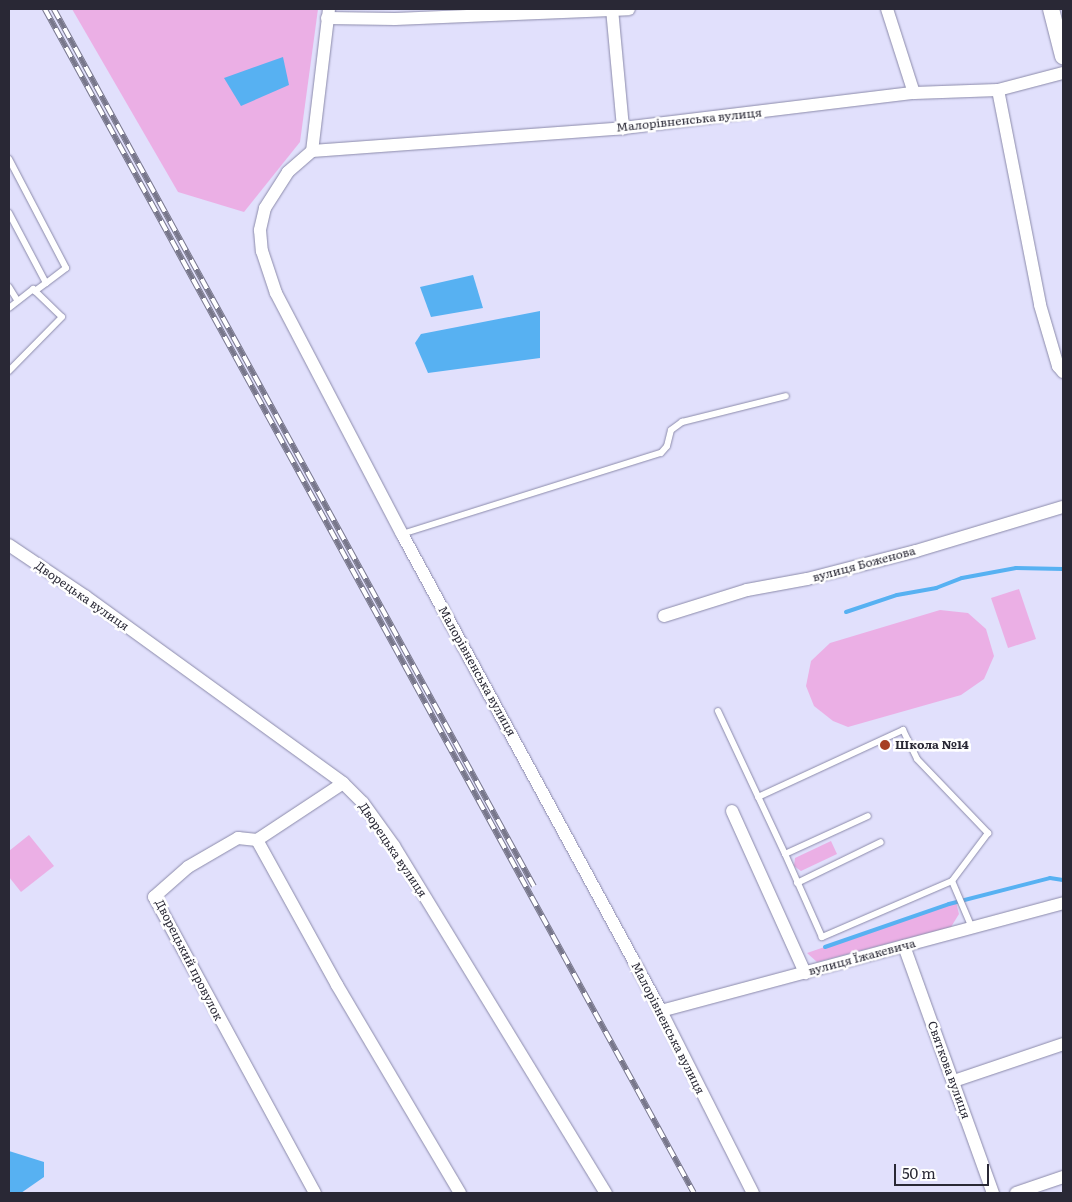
<!DOCTYPE html>
<html>
<head>
<meta charset="utf-8">
<style>
	body { margin:0 }
	#map { position:relative; width:1072px; height:1202px; overflow:hidden; background:#e1e0fc; font-family:Literata,serif }
	div>[style] { position:absolute }
	.green>* { inset:0; background:#ebafe5 }
	.water>* { inset:0; background:#57b1f2 }
	.stream>* { height:4px; margin:-2px; padding:0 2px; transform-origin:2px; border-radius:2px; background:#57b1f2 }
	.roads { filter:drop-shadow(0 0 1px #8b8aaa) drop-shadow(0 0 1px #8b8aaa) }
	.service>* { height:6px; margin:-3px; padding:0 3px; transform-origin:3px; border-radius:3px; background:#fff }
	.minor>* { height:12px; margin:-6px; padding:0 6px; transform-origin:6px; border-radius:6px; background:#fff }
	.tertiary>* { height:16px; margin:-8px; padding:0 8px; transform-origin:8px; border-radius:8px; background:#fff }
	.rail>* { height:5.5px; margin-top:-2.75px; transform-origin:0; background:repeating-linear-gradient(90deg,#fff 0 11px,#78778b 0 22px); box-sizing:border-box; border-block:1px solid #78778b }
	.dots>* { width:14px; height:14px; translate:-50% -50%; box-sizing:border-box; border:2px solid #fff; border-radius:50% }
	span { translate:-50% -50%; white-space:nowrap; text-align:center; line-height:1.15; -webkit-text-stroke:5px #fff; paint-order:stroke }
	.street-label { font-size:12px; color:#292835 }
	.poi-label { font-size:12px; color:#292835; font-weight:700 }
	.left { translate:0 -50%; text-align:left }
	.frame { position:absolute; inset:0; border:10px solid #292835; pointer-events:none }
	.scale { position:absolute; left:894px; top:1164px; width:95px; height:22px; box-sizing:border-box; border:2px solid #292835; border-top:0; padding-left:6px; font-size:15px; line-height:18px; white-space:nowrap; color:#292835; -webkit-text-stroke:4px #fff; paint-order:stroke }
</style>
</head>
<body>
<div id="map">
	<div class="green">
		<i style="clip-path:polygon(72px 9px,318px 9px,300px 142px,244px 212px,178px 192px)"></i>
		<i style="clip-path:polygon(1019px 589px,1036px 639px,1008px 648px,991px 598px)"></i>
		<i style="clip-path:polygon(940px 610px,968px 613px,986px 629px,994px 656px,984px 679px,961px 695px,848px 727px,833px 721px,814px 706px,806px 686px,811px 661px,830px 643px)"></i>
		<i style="clip-path:polygon(29px 835px,54px 866px,21px 892px,9px 877px,9px 851px)"></i>
		<i style="clip-path:polygon(831px 841px,837px 854px,801px 871px,794px 866px,795px 858px)"></i>
		<i style="clip-path:polygon(956px 902px,959px 914px,951px 927px,817px 962px,807px 953px)"></i>
	</div>
	<div class="water">
		<i style="clip-path:polygon(283px 57px,289px 85px,241px 106px,224px 78px)"></i>
		<i style="clip-path:polygon(473px 275px,483px 308px,431px 317px,420px 287px)"></i>
		<i style="clip-path:polygon(540px 311px,540px 358px,428px 373px,415px 343px,421px 334px)"></i>
		<i style="clip-path:polygon(9px 1151px,44px 1162px,44px 1177px,21px 1193px,9px 1193px)"></i>
	</div>
	<div class="stream">
		<i style="left:846px;top:612px;width:54px;rotate:-18.4deg"></i>
		<i style="left:897px;top:595px;width:40px;rotate:-10deg"></i>
		<i style="left:936px;top:588px;width:28px;rotate:-21deg"></i>
		<i style="left:962px;top:578px;width:55px;rotate:-10.5deg"></i>
		<i style="left:1016px;top:568px;width:47px;rotate:1.2deg"></i>
		<i style="left:825px;top:947px;width:131px;rotate:-19.1deg"></i>
		<i style="left:949px;top:904px;width:104px;rotate:-14.4deg"></i>
		<i style="left:1050px;top:878px;width:13px;rotate:9deg"></i>
	</div>
	<div class="roads">
		<div class="service">
			<i style="left:9px;top:159px;width:123px;rotate:62.4deg"></i>
			<i style="left:66px;top:268px;width:25px;rotate:143deg"></i>
			<i style="left:9px;top:213px;width:79px;rotate:62.1deg"></i>
			<i style="left:46px;top:283px;width:14px;rotate:144deg"></i>
			<i style="left:9px;top:287px;width:15px;rotate:58deg"></i>
			<i style="left:9px;top:308px;width:31px;rotate:-38deg"></i>
			<i style="left:33px;top:289px;width:40px;rotate:44deg"></i>
			<i style="left:62px;top:317px;width:76px;rotate:134.5deg"></i>
			<i style="left:402px;top:534px;width:271px;rotate:-17.4deg"></i>
			<i style="left:661px;top:453px;width:9px;rotate:-49deg"></i>
			<i style="left:667px;top:446px;width:16px;rotate:-76deg"></i>
			<i style="left:671px;top:430px;width:14px;rotate:-36deg"></i>
			<i style="left:682px;top:422px;width:107px;rotate:-14deg"></i>
			<i style="left:718px;top:711px;width:158px;rotate:64.9deg"></i>
			<i style="left:758px;top:797px;width:160px;rotate:-24.8deg"></i>
			<i style="left:903px;top:730px;width:32px;rotate:64deg"></i>
			<i style="left:917px;top:759px;width:103px;rotate:46.2deg"></i>
			<i style="left:988px;top:833px;width:60px;rotate:126.9deg"></i>
			<i style="left:952px;top:881px;width:142px;rotate:156.7deg"></i>
			<i style="left:822px;top:937px;width:91px;rotate:-114deg"></i>
			<i style="left:785px;top:854px;width:91px;rotate:-24.6deg"></i>
			<i style="left:952px;top:881px;width:51px;rotate:66.9deg"></i>
			<i style="left:797px;top:883px;width:93px;rotate:-26deg"></i>
		</div>
		<div class="minor">
			<i style="left:329px;top:9px;width:143px;rotate:96.8deg"></i>
			<i style="left:312px;top:151px;width:312px;rotate:-4.2deg"></i>
			<i style="left:623px;top:128px;width:293px;rotate:-6.9deg"></i>
			<i style="left:914px;top:93px;width:84px;rotate:-2deg"></i>
			<i style="left:998px;top:90px;width:67px;rotate:-14.7deg"></i>
			<i style="left:612px;top:9px;width:120px;rotate:84.7deg"></i>
			<i style="left:887px;top:9px;width:88px;rotate:72.2deg"></i>
			<i style="left:327px;top:18px;width:68px;rotate:0.8deg"></i>
			<i style="left:395px;top:19px;width:234px;rotate:-2.4deg"></i>
			<i style="left:998px;top:90px;width:219px;rotate:78.9deg"></i>
			<i style="left:1040px;top:305px;width:64px;rotate:73.6deg"></i>
			<i style="left:1058px;top:366px;width:8px;rotate:50deg"></i>
			<i style="left:312px;top:151px;width:32px;rotate:139deg"></i>
			<i style="left:288px;top:172px;width:43px;rotate:122.6deg"></i>
			<i style="left:265px;top:208px;width:23px;rotate:103deg"></i>
			<i style="left:260px;top:230px;width:21px;rotate:85deg"></i>
			<i style="left:262px;top:251px;width:44px;rotate:71.6deg"></i>
			<i style="left:276px;top:293px;width:272px;rotate:62.4deg"></i>
			<i style="left:402px;top:534px;width:543px;rotate:61.5deg"></i>
			<i style="left:661px;top:1011px;width:204px;rotate:63.2deg"></i>
			<i style="left:9px;top:545px;width:92px;rotate:33.9deg"></i>
			<i style="left:85px;top:596px;width:319px;rotate:35.9deg"></i>
			<i style="left:343px;top:783px;width:28px;rotate:45deg"></i>
			<i style="left:363px;top:803px;width:53px;rotate:54.2deg"></i>
			<i style="left:394px;top:846px;width:407px;rotate:58.6deg"></i>
			<i style="left:664px;top:616px;width:87px;rotate:-17.4deg"></i>
			<i style="left:747px;top:590px;width:61px;rotate:-10.4deg"></i>
			<i style="left:807px;top:579px;width:113px;rotate:-14.4deg"></i>
			<i style="left:916px;top:551px;width:153px;rotate:-16.7deg"></i>
			<i style="left:732px;top:811px;width:178px;rotate:65.7deg"></i>
			<i style="left:257px;top:840px;width:166px;rotate:61.1deg"></i>
			<i style="left:337px;top:985px;width:242px;rotate:59.4deg"></i>
			<i style="left:904px;top:946px;width:263px;rotate:70.2deg"></i>
			<i style="left:661px;top:1011px;width:416px;rotate:-15deg"></i>
			<i style="left:954px;top:1081px;width:115px;rotate:-18.7deg"></i>
			<i style="left:315px;top:1193px;width:337px;rotate:-118.5deg"></i>
			<i style="left:154px;top:897px;width:45px;rotate:-41.4deg"></i>
			<i style="left:188px;top:867px;width:58px;rotate:-30.1deg"></i>
			<i style="left:238px;top:838px;width:19px;rotate:6deg"></i>
			<i style="left:257px;top:840px;width:103px;rotate:-33.5deg"></i>
			<i style="left:1016px;top:1193px;width:50px;rotate:-18.8deg"></i>
		</div>
		<div class="tertiary">
			<i style="left:1051px;top:9px;width:49px;rotate:75.7deg"></i>
		</div>
	</div>
	<div class="rail">
		<i style="left:45px;top:9px;width:1350px;rotate:61.27deg"></i>
		<i style="left:54px;top:9px;width:1000px;rotate:61.31deg"></i>
	</div>
	<div class="dots">
		<i style="left:885px;top:745px;background:#a73f24"></i>
	</div>
	<div class="street-label">
		<span style="left:689px;top:120px;rotate:-6deg">Малорівненська вулиця</span>
		<span style="left:864px;top:564px;rotate:-15deg">вулиця Боженова</span>
		<span style="left:82px;top:596px;rotate:35deg">Дворецька вулиця</span>
		<span style="left:477px;top:671px;rotate:61deg">Малорівненська вулиця</span>
		<span style="left:393px;top:850px;rotate:56deg">Дворецька вулиця</span>
		<span style="left:862px;top:957px;rotate:-15deg">вулиця Їжакевича</span>
		<span style="left:189px;top:960px;rotate:63deg">Дворецький провулок</span>
		<span style="left:668px;top:1028px;rotate:63deg">Малорівненська вулиця</span>
		<span style="left:949px;top:1070px;rotate:70deg">Святкова вулиця</span>
	</div>
	<div class="poi-label">
		<span class="left" style="left:895px;top:745px">Школа №14</span>
	</div>
	<div class="frame"></div>
	<div class="scale">50 m</div>
</div>
</body>
</html>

_The task_. Looking through the listing above, state how many of its lines contain the string "font". Write only the number.

_Solution below_. 4